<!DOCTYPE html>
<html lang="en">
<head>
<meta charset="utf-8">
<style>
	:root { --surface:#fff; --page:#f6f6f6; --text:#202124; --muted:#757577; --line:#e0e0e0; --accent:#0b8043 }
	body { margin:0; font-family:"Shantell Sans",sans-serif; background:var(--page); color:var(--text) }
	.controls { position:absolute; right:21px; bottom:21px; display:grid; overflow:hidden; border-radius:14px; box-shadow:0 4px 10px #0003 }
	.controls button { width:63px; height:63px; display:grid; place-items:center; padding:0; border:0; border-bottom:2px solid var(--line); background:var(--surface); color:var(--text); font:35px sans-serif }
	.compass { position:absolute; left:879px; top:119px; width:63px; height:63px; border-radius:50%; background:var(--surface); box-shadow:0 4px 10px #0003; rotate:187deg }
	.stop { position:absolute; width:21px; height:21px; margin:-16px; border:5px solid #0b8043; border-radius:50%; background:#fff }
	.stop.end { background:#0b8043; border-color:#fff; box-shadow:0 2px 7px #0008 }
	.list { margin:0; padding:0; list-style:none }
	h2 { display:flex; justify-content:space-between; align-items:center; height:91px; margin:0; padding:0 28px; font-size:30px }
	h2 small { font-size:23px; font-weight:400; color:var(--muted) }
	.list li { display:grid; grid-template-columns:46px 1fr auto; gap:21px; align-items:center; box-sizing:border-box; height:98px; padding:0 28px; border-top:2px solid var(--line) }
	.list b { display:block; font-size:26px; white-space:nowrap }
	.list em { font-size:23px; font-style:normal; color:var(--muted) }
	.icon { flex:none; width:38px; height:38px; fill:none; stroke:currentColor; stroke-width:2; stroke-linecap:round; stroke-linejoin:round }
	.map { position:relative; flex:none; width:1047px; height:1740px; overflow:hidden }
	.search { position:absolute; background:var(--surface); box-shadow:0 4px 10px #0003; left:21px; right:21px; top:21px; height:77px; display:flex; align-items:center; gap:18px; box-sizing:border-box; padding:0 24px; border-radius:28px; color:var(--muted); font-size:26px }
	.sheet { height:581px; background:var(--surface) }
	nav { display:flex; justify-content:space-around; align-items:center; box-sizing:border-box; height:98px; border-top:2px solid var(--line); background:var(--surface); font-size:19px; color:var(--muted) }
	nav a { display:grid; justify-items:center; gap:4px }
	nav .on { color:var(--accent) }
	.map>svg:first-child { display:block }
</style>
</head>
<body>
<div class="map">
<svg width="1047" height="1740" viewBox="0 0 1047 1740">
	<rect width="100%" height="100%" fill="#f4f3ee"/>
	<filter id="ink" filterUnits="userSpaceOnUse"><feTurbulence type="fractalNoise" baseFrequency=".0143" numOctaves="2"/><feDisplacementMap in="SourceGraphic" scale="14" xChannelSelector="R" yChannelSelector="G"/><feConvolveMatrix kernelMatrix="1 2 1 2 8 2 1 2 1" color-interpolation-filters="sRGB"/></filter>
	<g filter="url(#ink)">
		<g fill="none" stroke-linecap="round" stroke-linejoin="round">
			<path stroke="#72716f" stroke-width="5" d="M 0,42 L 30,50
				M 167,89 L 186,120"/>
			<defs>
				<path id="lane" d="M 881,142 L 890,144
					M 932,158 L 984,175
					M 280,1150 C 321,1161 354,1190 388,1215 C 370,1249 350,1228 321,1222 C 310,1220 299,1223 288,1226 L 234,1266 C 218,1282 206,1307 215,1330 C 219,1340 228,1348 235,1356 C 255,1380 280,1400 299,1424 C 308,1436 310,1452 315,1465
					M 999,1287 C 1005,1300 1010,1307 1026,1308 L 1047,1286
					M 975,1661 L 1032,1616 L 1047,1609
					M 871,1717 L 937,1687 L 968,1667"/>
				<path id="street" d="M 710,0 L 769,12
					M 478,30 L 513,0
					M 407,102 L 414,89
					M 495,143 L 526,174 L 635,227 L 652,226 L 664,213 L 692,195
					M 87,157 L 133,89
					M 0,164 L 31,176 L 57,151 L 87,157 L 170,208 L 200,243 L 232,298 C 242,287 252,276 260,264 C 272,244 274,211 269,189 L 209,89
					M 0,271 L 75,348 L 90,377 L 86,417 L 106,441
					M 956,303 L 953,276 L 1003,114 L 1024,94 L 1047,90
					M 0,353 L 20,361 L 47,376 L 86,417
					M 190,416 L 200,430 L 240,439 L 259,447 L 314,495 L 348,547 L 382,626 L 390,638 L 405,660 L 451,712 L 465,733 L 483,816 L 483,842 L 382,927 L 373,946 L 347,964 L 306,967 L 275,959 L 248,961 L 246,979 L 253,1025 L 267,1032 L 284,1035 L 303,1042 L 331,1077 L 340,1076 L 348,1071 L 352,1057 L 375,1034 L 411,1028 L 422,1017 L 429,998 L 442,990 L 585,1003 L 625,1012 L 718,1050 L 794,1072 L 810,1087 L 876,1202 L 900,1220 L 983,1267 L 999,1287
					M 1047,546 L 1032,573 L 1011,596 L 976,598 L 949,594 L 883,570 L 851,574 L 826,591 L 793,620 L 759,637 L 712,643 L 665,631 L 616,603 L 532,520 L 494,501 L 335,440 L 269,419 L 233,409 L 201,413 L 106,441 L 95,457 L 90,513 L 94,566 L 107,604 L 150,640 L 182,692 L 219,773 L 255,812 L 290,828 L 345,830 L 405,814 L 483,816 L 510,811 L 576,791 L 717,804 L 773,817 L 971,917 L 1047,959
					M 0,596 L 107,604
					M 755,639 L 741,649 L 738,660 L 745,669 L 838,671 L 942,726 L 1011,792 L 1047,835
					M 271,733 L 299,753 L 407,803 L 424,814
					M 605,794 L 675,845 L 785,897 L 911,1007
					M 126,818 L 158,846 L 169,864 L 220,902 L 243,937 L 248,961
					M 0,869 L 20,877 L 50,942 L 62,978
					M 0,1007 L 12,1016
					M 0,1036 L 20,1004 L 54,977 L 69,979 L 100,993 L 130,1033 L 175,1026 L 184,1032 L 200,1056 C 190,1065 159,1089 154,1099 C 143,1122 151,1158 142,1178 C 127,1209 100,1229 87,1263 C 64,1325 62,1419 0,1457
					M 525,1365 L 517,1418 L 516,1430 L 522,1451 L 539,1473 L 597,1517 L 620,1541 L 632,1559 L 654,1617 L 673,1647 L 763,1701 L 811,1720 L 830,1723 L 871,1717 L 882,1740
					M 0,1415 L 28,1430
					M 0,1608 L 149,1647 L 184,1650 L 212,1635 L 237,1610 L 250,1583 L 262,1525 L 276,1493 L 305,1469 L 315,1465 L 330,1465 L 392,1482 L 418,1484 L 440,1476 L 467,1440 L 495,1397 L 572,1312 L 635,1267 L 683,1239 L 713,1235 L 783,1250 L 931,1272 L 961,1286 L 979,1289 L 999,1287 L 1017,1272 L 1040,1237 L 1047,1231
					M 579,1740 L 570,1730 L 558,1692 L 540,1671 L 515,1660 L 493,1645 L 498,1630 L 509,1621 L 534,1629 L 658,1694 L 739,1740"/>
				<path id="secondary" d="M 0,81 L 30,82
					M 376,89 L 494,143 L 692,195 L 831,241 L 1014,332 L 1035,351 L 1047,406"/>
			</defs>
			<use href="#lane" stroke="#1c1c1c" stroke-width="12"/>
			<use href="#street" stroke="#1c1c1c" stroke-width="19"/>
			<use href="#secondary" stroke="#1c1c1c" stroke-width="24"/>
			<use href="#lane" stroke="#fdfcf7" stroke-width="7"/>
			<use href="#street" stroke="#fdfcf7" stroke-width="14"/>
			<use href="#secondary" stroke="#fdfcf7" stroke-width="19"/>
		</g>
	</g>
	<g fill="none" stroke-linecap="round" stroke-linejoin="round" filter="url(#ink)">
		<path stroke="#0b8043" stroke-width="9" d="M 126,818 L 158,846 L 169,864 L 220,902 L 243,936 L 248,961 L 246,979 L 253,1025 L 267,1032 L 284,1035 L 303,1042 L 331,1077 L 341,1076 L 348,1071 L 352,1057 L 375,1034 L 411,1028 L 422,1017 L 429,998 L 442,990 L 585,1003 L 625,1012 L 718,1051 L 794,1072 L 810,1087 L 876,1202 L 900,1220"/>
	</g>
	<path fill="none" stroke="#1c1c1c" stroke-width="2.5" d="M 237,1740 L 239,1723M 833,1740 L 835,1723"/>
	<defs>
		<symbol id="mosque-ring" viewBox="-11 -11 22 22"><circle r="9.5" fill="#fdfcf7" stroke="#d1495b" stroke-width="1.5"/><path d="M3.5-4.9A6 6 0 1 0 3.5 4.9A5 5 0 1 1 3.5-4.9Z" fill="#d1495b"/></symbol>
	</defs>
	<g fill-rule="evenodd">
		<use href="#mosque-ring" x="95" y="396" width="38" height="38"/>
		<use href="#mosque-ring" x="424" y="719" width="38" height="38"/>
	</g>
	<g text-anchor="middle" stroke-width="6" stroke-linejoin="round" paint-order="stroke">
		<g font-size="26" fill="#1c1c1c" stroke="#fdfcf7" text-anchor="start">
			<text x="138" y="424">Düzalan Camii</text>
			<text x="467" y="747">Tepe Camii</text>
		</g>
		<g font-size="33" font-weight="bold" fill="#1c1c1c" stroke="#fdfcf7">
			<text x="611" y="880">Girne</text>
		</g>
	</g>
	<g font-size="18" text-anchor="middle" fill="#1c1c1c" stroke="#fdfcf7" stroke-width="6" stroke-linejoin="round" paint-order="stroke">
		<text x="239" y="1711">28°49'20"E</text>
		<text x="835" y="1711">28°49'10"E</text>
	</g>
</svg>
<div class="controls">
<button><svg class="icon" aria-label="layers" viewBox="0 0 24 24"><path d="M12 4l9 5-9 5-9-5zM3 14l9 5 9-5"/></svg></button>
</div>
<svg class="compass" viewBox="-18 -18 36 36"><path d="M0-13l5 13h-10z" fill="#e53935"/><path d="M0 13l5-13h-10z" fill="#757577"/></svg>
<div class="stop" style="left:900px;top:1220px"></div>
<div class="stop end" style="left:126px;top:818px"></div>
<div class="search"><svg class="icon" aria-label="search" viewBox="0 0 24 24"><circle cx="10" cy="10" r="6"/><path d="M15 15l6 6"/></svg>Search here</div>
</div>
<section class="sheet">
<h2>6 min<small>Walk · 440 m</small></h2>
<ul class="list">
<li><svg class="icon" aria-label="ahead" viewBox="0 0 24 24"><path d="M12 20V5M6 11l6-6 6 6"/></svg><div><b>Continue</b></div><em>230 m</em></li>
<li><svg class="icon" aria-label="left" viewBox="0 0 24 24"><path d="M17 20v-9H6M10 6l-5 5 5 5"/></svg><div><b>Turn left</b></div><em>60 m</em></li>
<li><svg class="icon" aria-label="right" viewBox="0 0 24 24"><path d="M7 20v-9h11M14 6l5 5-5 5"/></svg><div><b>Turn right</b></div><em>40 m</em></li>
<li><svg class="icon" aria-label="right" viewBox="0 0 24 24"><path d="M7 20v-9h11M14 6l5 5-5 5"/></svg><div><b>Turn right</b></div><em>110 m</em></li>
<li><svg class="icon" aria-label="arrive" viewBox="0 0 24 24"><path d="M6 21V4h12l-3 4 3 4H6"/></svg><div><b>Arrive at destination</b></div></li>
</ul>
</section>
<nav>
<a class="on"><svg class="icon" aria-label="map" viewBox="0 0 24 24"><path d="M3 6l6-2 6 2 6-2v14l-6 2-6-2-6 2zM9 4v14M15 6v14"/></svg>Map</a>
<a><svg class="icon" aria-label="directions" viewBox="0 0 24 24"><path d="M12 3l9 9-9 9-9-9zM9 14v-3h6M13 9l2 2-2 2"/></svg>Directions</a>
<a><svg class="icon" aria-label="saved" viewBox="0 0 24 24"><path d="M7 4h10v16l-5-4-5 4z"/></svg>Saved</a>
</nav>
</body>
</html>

********

» **What this task involves**:
Bring together all lines in the records where the word "list" is found.

» **Your solution**:
	.list { margin:0; padding:0; list-style:none }
	.list li { display:grid; grid-template-columns:46px 1fr auto; gap:21px; align-items:center; box-sizing:border-box; height:98px; padding:0 28px; border-top:2px solid var(--line) }
	.list b { display:block; font-size:26px; white-space:nowrap }
	.list em { font-size:23px; font-style:normal; color:var(--muted) }
<ul class="list">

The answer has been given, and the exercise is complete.